> _Exercise prompt_
Review the material and extract every line in which the word "Santos" occurs.

> _Data for the task_
Segment Open
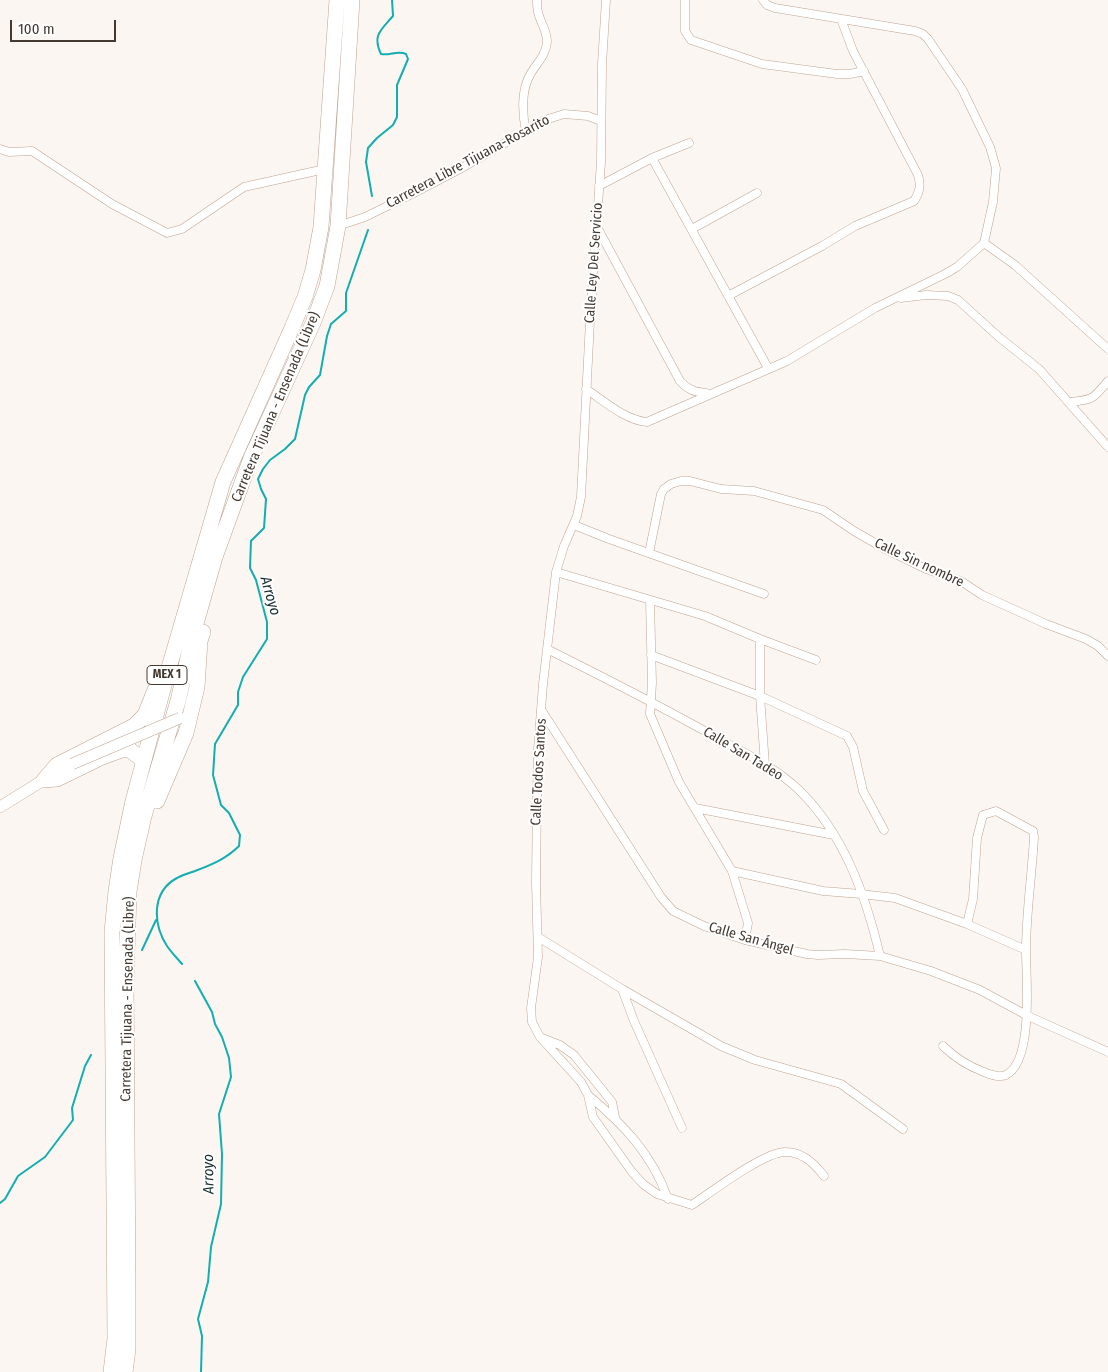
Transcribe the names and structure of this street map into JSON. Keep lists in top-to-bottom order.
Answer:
{
  "streets": {
    "highway": ["Carretera Tijuana - Ensenada (Libre)", "MEX 1"],
    "street": [
      "Carretera Libre Tijuana-Rosarito",
      "Calle Ley Del Servicio",
      "Calle Sin nombre",
      "Calle San Tadeo",
      "Calle Todos Santos",
      "Calle San Ángel"
    ]
  },
  "crossings": [
    ["Carretera Libre Tijuana-Rosarito", "Calle Ley Del Servicio"],
    ["Carretera Libre Tijuana-Rosarito", "Carretera Tijuana - Ensenada (Libre)"],
    ["Calle Ley Del Servicio", "Calle Todos Santos"],
    ["Calle San Tadeo", "Calle Todos Santos"],
    ["Calle San Tadeo", "Calle San Ángel"],
    ["Calle Todos Santos", "Calle San Ángel"]
  ],
  "water": ["Arroyo"],
  "scale_bar": "100 m"
}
Segment Closed
> _Solution_
      "Calle Todos Santos",
    ["Calle Ley Del Servicio", "Calle Todos Santos"],
    ["Calle San Tadeo", "Calle Todos Santos"],
    ["Calle Todos Santos", "Calle San Ángel"]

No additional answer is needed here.